Task to complete: Exactly as they stand, set down all of the records again.

(Collected data)
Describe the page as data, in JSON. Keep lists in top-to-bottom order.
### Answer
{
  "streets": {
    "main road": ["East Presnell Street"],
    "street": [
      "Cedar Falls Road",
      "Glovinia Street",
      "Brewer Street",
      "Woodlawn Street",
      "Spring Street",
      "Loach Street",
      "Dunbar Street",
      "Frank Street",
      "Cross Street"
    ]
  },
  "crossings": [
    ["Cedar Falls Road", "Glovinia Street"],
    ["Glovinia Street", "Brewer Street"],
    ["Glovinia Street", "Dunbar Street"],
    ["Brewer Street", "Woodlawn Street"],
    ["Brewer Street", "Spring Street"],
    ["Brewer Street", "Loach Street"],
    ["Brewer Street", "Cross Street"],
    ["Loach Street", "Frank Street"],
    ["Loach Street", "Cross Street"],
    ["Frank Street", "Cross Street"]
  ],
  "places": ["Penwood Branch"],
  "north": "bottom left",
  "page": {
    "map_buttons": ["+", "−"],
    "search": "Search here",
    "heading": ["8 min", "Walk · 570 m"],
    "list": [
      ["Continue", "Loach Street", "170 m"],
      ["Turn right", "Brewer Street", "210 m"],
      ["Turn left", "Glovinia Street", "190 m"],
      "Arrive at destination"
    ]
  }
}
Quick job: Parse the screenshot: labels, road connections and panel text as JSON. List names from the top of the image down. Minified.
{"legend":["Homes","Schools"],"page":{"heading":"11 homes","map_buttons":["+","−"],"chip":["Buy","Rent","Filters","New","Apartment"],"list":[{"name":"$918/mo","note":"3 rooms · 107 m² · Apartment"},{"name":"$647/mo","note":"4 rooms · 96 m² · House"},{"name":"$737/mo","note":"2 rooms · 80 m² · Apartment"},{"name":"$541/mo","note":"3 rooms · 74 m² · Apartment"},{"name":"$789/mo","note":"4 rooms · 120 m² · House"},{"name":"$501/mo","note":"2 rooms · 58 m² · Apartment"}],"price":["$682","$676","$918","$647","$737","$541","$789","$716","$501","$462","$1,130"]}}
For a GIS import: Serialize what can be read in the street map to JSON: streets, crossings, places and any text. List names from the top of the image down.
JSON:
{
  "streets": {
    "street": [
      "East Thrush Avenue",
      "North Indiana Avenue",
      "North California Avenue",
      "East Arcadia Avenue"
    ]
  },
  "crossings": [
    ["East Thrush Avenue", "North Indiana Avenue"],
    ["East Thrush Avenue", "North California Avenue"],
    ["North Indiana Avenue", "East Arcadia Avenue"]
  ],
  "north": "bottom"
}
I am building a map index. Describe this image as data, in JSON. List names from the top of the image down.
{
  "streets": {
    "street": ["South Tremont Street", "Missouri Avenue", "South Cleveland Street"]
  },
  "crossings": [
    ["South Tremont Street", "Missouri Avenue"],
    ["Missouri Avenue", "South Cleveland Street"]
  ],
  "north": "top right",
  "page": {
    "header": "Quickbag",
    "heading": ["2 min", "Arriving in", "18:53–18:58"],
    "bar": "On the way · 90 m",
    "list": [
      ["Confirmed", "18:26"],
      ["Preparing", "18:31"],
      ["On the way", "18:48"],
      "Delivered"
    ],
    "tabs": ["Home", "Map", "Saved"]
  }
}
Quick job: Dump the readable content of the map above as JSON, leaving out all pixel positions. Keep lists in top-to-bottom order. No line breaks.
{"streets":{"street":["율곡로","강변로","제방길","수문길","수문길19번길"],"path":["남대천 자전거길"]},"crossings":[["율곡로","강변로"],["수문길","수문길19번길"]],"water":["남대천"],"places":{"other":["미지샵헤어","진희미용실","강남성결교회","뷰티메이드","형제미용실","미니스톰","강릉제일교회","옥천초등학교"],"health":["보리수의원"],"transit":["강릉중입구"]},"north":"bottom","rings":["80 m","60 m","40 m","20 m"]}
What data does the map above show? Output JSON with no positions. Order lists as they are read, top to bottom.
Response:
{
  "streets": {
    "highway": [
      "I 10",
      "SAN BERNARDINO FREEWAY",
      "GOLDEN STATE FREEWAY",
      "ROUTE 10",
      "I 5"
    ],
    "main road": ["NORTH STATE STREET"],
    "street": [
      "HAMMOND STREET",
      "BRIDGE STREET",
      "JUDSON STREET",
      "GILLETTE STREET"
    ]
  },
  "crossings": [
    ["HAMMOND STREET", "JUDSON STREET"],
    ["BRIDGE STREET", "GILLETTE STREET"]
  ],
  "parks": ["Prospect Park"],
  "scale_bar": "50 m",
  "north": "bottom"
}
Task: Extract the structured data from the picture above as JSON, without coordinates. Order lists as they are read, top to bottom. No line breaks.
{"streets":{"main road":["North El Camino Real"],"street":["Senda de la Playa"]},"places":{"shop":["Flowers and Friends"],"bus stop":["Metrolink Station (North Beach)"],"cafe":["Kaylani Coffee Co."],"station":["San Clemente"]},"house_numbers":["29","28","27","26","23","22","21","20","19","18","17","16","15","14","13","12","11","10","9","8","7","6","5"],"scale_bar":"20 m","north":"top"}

Output of the task:
Describe the page as data, in JSON. Keep lists in top-to-bottom order.
### Answer
{
  "streets": {
    "main road": ["East Presnell Street"],
    "street": [
      "Cedar Falls Road",
      "Glovinia Street",
      "Brewer Street",
      "Woodlawn Street",
      "Spring Street",
      "Loach Street",
      "Dunbar Street",
      "Frank Street",
      "Cross Street"
    ]
  },
  "crossings": [
    ["Cedar Falls Road", "Glovinia Street"],
    ["Glovinia Street", "Brewer Street"],
    ["Glovinia Street", "Dunbar Street"],
    ["Brewer Street", "Woodlawn Street"],
    ["Brewer Street", "Spring Street"],
    ["Brewer Street", "Loach Street"],
    ["Brewer Street", "Cross Street"],
    ["Loach Street", "Frank Street"],
    ["Loach Street", "Cross Street"],
    ["Frank Street", "Cross Street"]
  ],
  "places": ["Penwood Branch"],
  "north": "bottom left",
  "page": {
    "map_buttons": ["+", "−"],
    "search": "Search here",
    "heading": ["8 min", "Walk · 570 m"],
    "list": [
      ["Continue", "Loach Street", "170 m"],
      ["Turn right", "Brewer Street", "210 m"],
      ["Turn left", "Glovinia Street", "190 m"],
      "Arrive at destination"
    ]
  }
}
Quick job: Parse the screenshot: labels, road connections and panel text as JSON. List names from the top of the image down. Minified.
{"legend":["Homes","Schools"],"page":{"heading":"11 homes","map_buttons":["+","−"],"chip":["Buy","Rent","Filters","New","Apartment"],"list":[{"name":"$918/mo","note":"3 rooms · 107 m² · Apartment"},{"name":"$647/mo","note":"4 rooms · 96 m² · House"},{"name":"$737/mo","note":"2 rooms · 80 m² · Apartment"},{"name":"$541/mo","note":"3 rooms · 74 m² · Apartment"},{"name":"$789/mo","note":"4 rooms · 120 m² · House"},{"name":"$501/mo","note":"2 rooms · 58 m² · Apartment"}],"price":["$682","$676","$918","$647","$737","$541","$789","$716","$501","$462","$1,130"]}}
For a GIS import: Serialize what can be read in the street map to JSON: streets, crossings, places and any text. List names from the top of the image down.
JSON:
{
  "streets": {
    "street": [
      "East Thrush Avenue",
      "North Indiana Avenue",
      "North California Avenue",
      "East Arcadia Avenue"
    ]
  },
  "crossings": [
    ["East Thrush Avenue", "North Indiana Avenue"],
    ["East Thrush Avenue", "North California Avenue"],
    ["North Indiana Avenue", "East Arcadia Avenue"]
  ],
  "north": "bottom"
}
I am building a map index. Describe this image as data, in JSON. List names from the top of the image down.
{
  "streets": {
    "street": ["South Tremont Street", "Missouri Avenue", "South Cleveland Street"]
  },
  "crossings": [
    ["South Tremont Street", "Missouri Avenue"],
    ["Missouri Avenue", "South Cleveland Street"]
  ],
  "north": "top right",
  "page": {
    "header": "Quickbag",
    "heading": ["2 min", "Arriving in", "18:53–18:58"],
    "bar": "On the way · 90 m",
    "list": [
      ["Confirmed", "18:26"],
      ["Preparing", "18:31"],
      ["On the way", "18:48"],
      "Delivered"
    ],
    "tabs": ["Home", "Map", "Saved"]
  }
}
Quick job: Dump the readable content of the map above as JSON, leaving out all pixel positions. Keep lists in top-to-bottom order. No line breaks.
{"streets":{"street":["율곡로","강변로","제방길","수문길","수문길19번길"],"path":["남대천 자전거길"]},"crossings":[["율곡로","강변로"],["수문길","수문길19번길"]],"water":["남대천"],"places":{"other":["미지샵헤어","진희미용실","강남성결교회","뷰티메이드","형제미용실","미니스톰","강릉제일교회","옥천초등학교"],"health":["보리수의원"],"transit":["강릉중입구"]},"north":"bottom","rings":["80 m","60 m","40 m","20 m"]}
What data does the map above show? Output JSON with no positions. Order lists as they are read, top to bottom.
Response:
{
  "streets": {
    "highway": [
      "I 10",
      "SAN BERNARDINO FREEWAY",
      "GOLDEN STATE FREEWAY",
      "ROUTE 10",
      "I 5"
    ],
    "main road": ["NORTH STATE STREET"],
    "street": [
      "HAMMOND STREET",
      "BRIDGE STREET",
      "JUDSON STREET",
      "GILLETTE STREET"
    ]
  },
  "crossings": [
    ["HAMMOND STREET", "JUDSON STREET"],
    ["BRIDGE STREET", "GILLETTE STREET"]
  ],
  "parks": ["Prospect Park"],
  "scale_bar": "50 m",
  "north": "bottom"
}
Task: Extract the structured data from the picture above as JSON, without coordinates. Order lists as they are read, top to bottom. No line breaks.
{"streets":{"main road":["North El Camino Real"],"street":["Senda de la Playa"]},"places":{"shop":["Flowers and Friends"],"bus stop":["Metrolink Station (North Beach)"],"cafe":["Kaylani Coffee Co."],"station":["San Clemente"]},"house_numbers":["29","28","27","26","23","22","21","20","19","18","17","16","15","14","13","12","11","10","9","8","7","6","5"],"scale_bar":"20 m","north":"top"}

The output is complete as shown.